Problem statement => With the entries below as the source, tally the lines that contain the string "gazetteer" and give the number only.

-------- Stored data --------

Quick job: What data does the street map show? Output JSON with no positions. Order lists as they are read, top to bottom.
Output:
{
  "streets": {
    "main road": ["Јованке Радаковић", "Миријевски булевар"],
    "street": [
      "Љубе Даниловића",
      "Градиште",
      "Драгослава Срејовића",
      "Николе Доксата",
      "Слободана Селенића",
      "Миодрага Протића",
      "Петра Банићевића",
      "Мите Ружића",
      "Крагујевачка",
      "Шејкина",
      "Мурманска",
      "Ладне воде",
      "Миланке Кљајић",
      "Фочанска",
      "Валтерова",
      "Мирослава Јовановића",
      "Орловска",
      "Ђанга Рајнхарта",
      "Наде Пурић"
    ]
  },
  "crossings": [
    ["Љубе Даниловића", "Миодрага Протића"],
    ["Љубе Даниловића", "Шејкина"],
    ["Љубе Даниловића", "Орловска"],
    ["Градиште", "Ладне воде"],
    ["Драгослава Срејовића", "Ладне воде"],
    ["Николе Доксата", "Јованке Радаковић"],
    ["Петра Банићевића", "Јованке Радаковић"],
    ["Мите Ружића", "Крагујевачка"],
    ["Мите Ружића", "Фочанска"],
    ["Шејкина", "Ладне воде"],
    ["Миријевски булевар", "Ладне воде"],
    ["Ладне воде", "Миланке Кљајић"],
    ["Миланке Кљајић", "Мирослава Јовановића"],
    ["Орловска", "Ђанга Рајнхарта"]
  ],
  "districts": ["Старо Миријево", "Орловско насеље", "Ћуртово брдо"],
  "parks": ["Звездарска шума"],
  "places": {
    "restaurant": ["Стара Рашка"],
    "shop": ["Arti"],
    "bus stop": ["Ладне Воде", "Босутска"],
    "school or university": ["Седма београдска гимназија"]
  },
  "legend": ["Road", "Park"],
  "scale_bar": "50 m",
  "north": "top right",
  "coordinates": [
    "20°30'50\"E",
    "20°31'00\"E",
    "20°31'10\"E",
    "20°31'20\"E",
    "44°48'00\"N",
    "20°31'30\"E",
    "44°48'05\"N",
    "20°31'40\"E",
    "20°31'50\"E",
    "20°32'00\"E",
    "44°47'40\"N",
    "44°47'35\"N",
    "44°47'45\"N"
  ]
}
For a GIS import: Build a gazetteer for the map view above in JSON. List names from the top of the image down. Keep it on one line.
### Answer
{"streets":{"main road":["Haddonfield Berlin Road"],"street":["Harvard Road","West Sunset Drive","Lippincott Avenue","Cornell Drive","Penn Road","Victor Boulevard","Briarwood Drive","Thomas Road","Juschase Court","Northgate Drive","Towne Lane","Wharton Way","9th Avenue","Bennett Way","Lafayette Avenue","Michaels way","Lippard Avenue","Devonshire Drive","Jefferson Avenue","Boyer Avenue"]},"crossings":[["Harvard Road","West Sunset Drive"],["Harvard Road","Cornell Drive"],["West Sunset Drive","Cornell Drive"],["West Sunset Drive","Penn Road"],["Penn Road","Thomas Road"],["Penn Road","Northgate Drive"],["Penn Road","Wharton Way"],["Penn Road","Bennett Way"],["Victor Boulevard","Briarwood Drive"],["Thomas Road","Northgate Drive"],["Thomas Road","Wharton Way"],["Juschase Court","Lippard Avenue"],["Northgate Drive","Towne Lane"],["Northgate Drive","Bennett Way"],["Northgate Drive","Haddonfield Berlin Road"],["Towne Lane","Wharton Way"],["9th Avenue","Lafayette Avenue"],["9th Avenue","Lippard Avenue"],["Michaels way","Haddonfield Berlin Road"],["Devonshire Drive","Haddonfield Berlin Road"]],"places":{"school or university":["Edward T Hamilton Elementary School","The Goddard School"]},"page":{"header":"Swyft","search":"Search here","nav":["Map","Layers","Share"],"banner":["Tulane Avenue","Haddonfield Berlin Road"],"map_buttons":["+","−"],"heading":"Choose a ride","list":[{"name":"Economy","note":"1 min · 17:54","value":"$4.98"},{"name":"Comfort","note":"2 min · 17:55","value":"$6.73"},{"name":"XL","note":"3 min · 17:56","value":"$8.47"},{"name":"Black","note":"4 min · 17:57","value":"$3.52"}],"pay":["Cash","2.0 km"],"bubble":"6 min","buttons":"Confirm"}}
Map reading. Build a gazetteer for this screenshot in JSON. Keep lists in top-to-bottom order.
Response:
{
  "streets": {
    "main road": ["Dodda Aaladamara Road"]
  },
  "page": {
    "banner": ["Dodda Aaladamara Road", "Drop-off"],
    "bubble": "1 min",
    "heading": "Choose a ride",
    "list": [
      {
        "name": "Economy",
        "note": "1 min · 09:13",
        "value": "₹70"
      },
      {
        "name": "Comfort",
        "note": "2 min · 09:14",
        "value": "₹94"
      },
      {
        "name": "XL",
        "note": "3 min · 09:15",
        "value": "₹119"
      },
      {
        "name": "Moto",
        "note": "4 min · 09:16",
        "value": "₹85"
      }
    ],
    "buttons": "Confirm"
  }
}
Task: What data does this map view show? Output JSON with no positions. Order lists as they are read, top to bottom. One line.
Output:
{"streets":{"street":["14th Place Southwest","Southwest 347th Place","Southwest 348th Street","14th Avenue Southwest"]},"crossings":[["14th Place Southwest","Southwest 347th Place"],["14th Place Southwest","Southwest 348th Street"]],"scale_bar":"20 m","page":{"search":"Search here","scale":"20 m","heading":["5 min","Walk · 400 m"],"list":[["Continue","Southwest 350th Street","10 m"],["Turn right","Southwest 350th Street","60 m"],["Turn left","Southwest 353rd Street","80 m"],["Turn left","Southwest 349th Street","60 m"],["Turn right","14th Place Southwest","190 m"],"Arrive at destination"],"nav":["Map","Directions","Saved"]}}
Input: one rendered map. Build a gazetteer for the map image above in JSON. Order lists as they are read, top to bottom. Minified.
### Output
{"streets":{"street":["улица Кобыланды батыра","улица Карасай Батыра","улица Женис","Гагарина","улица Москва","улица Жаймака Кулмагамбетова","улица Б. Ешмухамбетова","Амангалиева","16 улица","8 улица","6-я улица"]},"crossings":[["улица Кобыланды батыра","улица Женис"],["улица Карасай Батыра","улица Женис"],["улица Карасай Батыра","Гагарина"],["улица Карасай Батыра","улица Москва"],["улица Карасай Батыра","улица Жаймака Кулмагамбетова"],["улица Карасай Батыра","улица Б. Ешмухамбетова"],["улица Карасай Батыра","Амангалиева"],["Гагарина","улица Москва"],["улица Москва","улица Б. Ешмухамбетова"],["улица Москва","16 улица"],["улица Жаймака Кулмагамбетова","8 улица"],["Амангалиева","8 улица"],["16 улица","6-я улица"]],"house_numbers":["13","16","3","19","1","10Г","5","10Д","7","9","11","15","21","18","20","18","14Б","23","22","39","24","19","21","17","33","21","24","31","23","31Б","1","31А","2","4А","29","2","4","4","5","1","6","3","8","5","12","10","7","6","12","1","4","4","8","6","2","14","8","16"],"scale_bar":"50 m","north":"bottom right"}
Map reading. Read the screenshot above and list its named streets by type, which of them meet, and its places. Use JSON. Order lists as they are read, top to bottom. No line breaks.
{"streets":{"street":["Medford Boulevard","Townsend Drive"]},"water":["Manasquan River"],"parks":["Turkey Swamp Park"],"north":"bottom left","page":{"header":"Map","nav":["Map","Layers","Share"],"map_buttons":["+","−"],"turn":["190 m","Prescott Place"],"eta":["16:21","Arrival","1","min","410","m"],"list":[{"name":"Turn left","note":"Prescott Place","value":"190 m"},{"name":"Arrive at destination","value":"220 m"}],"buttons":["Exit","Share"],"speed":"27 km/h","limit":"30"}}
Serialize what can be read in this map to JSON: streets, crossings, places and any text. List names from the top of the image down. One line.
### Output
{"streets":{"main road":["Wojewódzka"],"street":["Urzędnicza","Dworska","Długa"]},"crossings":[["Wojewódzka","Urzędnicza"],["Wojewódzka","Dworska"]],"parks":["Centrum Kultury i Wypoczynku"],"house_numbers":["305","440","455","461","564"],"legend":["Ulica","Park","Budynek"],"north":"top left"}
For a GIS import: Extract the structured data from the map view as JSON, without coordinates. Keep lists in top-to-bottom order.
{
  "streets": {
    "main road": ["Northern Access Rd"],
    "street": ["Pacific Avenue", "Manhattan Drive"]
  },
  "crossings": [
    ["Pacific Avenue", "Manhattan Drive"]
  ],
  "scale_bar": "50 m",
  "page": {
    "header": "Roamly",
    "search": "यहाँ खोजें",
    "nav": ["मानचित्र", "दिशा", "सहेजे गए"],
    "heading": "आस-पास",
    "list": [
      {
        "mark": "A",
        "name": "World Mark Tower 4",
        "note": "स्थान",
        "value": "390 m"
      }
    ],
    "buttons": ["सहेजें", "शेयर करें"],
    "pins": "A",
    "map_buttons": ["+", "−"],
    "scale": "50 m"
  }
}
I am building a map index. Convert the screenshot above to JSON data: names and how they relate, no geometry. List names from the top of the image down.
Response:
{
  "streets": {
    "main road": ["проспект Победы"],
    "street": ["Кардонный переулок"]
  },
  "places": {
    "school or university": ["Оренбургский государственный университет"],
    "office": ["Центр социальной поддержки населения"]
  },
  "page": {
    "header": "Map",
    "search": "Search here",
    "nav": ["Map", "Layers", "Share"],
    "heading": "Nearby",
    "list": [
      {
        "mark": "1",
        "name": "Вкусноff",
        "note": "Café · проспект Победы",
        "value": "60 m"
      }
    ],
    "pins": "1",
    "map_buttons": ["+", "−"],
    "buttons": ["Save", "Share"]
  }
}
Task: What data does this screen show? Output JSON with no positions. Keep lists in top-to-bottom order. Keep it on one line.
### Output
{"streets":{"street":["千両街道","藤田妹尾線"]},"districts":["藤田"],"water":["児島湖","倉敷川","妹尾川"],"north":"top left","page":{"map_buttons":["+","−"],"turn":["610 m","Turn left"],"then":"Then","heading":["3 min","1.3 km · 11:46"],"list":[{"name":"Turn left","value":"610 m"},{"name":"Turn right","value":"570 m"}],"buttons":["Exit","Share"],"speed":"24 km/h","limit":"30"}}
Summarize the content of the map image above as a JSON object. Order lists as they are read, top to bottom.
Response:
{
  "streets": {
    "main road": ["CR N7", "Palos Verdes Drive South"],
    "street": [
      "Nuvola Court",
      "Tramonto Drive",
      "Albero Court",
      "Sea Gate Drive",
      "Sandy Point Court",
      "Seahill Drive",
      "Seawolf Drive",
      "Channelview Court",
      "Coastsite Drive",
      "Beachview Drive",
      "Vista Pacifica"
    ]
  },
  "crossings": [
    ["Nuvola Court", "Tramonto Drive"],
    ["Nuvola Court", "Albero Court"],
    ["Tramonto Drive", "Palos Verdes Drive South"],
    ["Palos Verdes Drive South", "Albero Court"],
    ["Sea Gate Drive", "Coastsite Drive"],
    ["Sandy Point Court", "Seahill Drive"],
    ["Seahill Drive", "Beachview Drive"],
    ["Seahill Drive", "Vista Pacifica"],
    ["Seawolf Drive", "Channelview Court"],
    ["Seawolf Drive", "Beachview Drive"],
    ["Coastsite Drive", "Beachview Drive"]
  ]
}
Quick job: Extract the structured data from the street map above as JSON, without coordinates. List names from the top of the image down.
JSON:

--------

Task response => 3